I never really thought about death or understood what it represents or stands for. I was too busy living. Too fast to stop. Too young to understand.
I still think of death as a sad reality. Something I know one day I would have to face. Just like everyone else. I never based any life decisions (big or small) on the fact that, one day, I am going to die.
But death is the only thing that gives life meaning. Without it, nothing we ever do or achieve would ever matter. If we know we are going to live forever, then who the fuck cares about anything anymore. There is infinity . . and nothing else matters.
Death is what gets you out of bed every morning. Death is the driving force behind all of humankind achievements. That little deep fear in our hearts that one day we will die and fade into oblivion. That the world will move on. That we really don’t matter at the end.

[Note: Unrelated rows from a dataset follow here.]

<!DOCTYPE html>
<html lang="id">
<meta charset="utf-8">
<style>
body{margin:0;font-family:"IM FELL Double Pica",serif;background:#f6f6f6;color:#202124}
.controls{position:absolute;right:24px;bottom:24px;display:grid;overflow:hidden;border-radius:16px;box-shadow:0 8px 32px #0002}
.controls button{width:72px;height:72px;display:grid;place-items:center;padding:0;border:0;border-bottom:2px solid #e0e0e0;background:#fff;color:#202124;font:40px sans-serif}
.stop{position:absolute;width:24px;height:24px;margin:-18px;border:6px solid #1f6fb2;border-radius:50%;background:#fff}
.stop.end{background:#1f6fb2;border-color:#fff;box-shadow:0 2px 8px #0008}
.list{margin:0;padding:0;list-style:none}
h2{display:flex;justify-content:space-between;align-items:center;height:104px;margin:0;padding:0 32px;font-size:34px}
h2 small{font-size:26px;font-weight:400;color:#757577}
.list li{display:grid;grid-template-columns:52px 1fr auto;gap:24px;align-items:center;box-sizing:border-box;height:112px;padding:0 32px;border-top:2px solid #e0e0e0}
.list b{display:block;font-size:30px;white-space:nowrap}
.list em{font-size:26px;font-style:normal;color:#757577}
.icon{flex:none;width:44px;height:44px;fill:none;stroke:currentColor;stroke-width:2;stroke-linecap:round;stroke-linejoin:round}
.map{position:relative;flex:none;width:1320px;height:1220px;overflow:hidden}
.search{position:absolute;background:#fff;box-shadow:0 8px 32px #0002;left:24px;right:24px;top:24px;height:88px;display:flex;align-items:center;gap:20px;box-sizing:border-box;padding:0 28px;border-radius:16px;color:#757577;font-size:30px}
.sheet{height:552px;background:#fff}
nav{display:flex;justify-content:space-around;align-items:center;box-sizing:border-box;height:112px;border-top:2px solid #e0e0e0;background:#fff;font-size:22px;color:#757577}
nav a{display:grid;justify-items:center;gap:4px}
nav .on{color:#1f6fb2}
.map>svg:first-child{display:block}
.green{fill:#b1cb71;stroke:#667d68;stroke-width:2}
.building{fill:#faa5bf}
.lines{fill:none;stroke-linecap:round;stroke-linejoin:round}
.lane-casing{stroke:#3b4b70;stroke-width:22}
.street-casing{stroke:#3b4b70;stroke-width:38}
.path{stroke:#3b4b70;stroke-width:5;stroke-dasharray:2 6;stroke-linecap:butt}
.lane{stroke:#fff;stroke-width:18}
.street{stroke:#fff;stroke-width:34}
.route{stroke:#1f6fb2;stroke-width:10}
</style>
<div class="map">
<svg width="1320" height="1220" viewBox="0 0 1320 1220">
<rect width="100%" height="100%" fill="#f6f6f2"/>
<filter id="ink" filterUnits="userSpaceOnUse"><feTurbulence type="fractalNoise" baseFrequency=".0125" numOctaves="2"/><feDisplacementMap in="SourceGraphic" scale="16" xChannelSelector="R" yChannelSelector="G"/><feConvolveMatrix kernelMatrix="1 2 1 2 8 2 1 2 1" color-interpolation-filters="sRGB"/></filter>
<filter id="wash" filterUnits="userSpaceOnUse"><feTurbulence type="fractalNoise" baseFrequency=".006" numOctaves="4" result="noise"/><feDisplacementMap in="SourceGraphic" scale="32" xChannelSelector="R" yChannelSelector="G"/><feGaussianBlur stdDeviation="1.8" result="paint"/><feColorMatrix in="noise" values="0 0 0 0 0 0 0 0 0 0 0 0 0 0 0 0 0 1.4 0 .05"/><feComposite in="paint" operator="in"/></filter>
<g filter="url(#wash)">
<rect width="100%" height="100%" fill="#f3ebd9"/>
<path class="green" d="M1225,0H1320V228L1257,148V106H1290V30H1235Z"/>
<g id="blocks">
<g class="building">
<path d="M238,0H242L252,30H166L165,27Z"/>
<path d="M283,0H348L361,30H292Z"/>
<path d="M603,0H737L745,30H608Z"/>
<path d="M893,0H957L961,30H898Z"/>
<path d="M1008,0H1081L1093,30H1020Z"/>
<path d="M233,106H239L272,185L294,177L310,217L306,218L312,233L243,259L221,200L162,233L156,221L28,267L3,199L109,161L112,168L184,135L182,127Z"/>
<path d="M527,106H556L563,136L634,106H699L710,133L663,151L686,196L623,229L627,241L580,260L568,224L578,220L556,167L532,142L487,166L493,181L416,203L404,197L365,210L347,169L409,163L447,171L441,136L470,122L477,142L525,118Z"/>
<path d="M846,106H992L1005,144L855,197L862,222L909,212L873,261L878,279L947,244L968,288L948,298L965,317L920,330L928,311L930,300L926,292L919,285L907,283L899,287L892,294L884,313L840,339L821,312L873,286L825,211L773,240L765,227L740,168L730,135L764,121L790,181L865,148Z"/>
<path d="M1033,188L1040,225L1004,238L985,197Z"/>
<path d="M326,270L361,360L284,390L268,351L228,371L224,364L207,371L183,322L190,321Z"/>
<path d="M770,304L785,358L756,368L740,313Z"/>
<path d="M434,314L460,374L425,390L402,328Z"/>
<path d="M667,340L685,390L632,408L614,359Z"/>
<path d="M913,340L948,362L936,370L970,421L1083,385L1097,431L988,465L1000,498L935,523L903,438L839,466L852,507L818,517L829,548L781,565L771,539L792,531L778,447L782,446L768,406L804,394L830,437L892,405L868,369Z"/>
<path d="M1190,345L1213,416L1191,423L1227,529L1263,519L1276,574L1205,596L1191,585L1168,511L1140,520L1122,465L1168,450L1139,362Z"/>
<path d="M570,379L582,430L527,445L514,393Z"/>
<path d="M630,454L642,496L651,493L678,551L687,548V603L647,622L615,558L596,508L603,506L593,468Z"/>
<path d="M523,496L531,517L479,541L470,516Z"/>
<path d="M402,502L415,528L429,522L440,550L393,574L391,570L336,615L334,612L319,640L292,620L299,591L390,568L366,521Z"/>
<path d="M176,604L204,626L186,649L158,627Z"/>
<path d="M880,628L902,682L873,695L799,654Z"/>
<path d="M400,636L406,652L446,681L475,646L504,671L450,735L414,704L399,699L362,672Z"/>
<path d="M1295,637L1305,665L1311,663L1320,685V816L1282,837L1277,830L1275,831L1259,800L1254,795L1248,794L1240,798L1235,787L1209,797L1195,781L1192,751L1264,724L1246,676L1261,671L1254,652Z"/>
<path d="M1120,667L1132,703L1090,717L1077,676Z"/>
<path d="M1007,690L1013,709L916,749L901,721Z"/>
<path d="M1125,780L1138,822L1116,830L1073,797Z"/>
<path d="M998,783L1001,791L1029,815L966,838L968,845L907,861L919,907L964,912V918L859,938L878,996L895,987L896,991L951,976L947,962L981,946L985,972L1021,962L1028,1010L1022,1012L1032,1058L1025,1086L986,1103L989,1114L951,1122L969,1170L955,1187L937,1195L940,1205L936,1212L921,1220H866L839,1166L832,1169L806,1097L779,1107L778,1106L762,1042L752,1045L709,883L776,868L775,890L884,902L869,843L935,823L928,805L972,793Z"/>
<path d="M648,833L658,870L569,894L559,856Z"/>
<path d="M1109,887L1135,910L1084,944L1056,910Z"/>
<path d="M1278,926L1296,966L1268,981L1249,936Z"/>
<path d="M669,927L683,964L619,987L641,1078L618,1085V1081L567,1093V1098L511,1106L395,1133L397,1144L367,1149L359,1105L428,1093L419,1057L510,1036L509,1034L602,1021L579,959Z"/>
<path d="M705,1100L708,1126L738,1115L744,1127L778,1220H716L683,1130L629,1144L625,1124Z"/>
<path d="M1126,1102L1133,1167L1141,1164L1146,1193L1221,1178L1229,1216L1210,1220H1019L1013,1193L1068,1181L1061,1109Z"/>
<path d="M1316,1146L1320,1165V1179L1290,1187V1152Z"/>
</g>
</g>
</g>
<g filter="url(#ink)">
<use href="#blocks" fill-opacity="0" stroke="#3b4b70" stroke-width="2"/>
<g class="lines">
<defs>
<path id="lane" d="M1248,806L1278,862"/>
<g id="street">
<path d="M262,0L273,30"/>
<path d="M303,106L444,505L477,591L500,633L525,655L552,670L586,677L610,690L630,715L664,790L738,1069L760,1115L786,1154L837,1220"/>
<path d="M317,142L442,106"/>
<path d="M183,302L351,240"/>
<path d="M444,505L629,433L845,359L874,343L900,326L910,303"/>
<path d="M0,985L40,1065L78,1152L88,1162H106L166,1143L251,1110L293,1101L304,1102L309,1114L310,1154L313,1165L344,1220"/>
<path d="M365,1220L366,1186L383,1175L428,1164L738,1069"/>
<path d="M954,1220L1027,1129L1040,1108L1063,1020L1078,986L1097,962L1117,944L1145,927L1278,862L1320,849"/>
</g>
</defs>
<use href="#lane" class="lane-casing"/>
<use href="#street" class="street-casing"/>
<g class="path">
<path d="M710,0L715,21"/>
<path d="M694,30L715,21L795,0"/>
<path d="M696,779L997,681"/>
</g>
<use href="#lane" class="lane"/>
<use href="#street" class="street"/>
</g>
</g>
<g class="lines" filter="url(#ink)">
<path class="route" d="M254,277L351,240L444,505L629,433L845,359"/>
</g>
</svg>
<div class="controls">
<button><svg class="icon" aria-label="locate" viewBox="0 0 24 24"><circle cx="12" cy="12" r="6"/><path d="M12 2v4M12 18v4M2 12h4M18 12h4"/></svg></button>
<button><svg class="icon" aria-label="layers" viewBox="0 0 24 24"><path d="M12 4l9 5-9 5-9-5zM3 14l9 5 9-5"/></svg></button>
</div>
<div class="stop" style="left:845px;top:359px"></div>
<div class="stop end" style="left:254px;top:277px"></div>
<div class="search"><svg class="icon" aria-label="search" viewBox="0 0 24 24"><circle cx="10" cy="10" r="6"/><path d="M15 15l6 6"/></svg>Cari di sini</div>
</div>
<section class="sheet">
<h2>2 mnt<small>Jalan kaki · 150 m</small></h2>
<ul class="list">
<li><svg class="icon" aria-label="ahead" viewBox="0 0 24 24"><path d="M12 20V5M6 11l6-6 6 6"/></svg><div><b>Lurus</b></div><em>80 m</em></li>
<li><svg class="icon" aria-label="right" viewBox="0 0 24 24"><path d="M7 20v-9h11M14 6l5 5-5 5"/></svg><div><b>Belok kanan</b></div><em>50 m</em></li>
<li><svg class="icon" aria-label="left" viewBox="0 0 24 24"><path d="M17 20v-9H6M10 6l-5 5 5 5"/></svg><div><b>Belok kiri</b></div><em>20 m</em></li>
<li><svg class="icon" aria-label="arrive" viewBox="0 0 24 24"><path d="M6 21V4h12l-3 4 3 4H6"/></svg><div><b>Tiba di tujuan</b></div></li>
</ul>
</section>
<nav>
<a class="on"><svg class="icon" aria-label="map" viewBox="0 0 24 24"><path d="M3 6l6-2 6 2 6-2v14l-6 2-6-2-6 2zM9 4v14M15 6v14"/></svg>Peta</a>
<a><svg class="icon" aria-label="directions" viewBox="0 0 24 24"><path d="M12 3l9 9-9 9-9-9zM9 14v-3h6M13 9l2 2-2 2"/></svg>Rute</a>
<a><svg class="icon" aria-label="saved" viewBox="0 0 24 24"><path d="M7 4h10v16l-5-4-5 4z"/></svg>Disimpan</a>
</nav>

That is why every day we try so desperately to leave a mark behind. Something the world to remember us for. This is why Michael Jordan didn’t stop after the first championship, and went to win six. This is why it is not enough for Elon Musk to run this planet and wants to colonize Mars. This is why Picasso kept painting and Jimi Hendrix kept playing the guitar, all the way to the end.
And this is why you are not making progress or achieving greatness; because you still didn’t comprehend that death is God’s ultimate gift to mankind. This is why you lack motivation. This is why you are not inspired. This is why you are not committed to your mission.
Write this down because you won’t find it anywhere else. Not in your religious texts. Not in your best-selling self-help books.
Death is the only caliber. The only criteria to measure anything in this world.
Death is the only master worth serving.
“You are born alone and you die alone and this world just drops a bunch of rules on top of you to make you forget those facts. But I never forget. I am living like there is no tomorrow, because there is not one.” – Mad Men.